The SRRB are offering £10,000 in funding for research proposals which explore and deliver improvements in safety, construction, operation and maintenance of the Scottish road network, with a focus on the current climate change emergency

As a result of the global climate emergency, Scotland is seeking to address its greenhouse gas emissions by setting ambitious targets to limit the nations contribution to future climate change. Technical innovation will be essential to combat climate change and move toward net zero.

The Scottish Road Research Board (SRRB) are inviting research proposals that can assist Scotland's road authorities with their ambitious goals to reduce the impacts of climate change and work towards net zero by 2040.

Proposals must be roads related and should fall within the context of the project themes defined on the SRRB website. The projects should demonstrate tangible benefits in terms of either safety, operation, or functionality on either trunk or local roads. Please note that any students who have received funding through previous editions of this competition are not eligible for future funding.

Submissions are now being accepted, closing 22 December 2023. Successful candidates will be notified by 31 January 2023.

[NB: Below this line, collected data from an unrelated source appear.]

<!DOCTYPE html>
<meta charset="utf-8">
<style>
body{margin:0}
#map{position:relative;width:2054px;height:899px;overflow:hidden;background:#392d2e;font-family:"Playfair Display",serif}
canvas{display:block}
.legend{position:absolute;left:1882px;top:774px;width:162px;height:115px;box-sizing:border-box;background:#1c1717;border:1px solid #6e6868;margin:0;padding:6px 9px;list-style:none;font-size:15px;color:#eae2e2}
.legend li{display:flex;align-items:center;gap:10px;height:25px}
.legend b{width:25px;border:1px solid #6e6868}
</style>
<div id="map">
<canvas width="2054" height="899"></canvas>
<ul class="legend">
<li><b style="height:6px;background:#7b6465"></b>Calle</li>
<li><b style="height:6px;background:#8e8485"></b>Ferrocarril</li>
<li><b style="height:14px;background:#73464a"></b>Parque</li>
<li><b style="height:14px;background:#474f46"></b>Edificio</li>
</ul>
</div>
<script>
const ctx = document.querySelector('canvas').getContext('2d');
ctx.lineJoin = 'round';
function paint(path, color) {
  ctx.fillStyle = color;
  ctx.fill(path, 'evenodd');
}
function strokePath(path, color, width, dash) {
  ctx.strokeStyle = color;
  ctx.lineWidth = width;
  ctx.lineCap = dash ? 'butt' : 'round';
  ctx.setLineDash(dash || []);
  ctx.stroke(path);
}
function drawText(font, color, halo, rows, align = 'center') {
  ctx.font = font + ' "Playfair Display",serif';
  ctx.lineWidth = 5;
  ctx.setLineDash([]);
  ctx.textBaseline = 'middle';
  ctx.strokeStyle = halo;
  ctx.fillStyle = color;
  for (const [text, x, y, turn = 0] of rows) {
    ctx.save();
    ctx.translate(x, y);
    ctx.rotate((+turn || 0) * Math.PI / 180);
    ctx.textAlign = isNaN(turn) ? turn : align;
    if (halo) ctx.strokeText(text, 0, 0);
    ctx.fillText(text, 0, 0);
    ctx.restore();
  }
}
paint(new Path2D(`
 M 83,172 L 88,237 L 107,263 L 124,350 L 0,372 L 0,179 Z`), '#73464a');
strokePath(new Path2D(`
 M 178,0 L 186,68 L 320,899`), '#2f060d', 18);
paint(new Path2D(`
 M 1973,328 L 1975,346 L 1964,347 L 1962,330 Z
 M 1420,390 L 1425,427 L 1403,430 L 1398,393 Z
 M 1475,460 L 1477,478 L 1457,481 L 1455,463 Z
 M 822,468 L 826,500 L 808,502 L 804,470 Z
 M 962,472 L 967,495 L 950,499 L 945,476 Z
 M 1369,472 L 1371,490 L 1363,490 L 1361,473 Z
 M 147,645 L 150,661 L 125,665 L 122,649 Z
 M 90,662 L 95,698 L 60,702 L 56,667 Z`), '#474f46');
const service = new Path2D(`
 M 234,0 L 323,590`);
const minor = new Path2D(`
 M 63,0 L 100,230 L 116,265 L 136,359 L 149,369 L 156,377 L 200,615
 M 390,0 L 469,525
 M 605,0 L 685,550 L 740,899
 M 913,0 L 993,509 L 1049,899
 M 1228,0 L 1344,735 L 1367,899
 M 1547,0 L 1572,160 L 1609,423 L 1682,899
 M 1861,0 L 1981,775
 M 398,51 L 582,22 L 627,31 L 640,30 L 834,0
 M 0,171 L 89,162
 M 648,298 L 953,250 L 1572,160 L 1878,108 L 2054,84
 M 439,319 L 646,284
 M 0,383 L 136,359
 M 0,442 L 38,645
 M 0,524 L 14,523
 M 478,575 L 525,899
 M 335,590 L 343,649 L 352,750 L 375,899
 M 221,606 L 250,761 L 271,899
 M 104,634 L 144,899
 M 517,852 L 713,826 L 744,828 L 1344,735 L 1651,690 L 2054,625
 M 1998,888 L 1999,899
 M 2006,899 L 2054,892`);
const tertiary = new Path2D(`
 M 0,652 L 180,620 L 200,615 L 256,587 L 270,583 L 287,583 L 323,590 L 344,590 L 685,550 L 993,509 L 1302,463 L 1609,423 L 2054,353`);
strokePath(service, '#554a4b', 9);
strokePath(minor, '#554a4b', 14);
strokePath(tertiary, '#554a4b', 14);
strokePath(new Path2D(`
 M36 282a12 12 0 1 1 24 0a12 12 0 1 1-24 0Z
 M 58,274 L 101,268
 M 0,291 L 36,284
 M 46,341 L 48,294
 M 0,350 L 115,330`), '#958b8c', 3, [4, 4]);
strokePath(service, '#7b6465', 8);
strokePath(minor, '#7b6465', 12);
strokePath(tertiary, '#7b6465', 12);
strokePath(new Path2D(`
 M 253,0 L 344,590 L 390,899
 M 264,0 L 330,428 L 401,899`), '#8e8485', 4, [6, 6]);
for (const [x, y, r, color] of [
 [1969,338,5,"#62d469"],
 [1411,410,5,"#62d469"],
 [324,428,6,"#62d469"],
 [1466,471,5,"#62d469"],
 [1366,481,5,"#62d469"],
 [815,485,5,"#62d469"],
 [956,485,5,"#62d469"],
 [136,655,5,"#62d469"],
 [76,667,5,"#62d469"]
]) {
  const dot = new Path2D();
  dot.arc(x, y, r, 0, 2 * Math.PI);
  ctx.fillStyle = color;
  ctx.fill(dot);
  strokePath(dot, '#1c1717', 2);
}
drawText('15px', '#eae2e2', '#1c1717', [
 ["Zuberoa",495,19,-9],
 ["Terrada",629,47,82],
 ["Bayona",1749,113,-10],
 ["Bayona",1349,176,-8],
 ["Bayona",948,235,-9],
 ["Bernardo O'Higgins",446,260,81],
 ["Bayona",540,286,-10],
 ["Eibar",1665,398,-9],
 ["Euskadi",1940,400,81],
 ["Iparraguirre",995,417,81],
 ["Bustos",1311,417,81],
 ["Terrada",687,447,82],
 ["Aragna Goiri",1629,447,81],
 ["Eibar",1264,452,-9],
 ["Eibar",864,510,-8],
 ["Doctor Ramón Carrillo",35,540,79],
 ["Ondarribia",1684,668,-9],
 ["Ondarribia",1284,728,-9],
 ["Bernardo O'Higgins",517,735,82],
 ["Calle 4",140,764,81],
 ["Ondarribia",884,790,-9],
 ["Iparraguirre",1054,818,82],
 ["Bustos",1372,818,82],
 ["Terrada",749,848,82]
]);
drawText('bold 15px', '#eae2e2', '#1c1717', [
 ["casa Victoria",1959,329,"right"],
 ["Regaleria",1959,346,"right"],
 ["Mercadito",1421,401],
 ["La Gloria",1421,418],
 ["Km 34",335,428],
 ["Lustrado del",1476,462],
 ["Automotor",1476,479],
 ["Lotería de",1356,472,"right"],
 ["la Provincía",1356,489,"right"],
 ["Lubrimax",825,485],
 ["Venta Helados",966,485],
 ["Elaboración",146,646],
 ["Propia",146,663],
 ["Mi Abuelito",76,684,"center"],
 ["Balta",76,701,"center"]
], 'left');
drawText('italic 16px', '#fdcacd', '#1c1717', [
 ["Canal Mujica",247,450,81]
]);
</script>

To apply, you should use the application form below, making sure to explain your methodology, objectives, timescale, risks, deliverables and funds required. Please keep your response to no longer than 2 sides of A4.


Who can apply?

This competition is open to undergraduate students, postgraduate students, or groups of students, from across Scotland.

How much is available?

The SRRB have a total of £10,000 available to help fund research projects.

What happens next?

Following the deadline a dedicated panel appointed by the SRRB will meet to assess applications. There will be a particular focus on needs and priority in relation to net zero. The panel findings will be announced by 31 January 2023.

Further opportunities

Where possible we will connect you with Roads professionals to provide guidance during the research period. All successful applicants will be expected to present their completed research to the SRRB, and have their work published on the Transport Scotland website.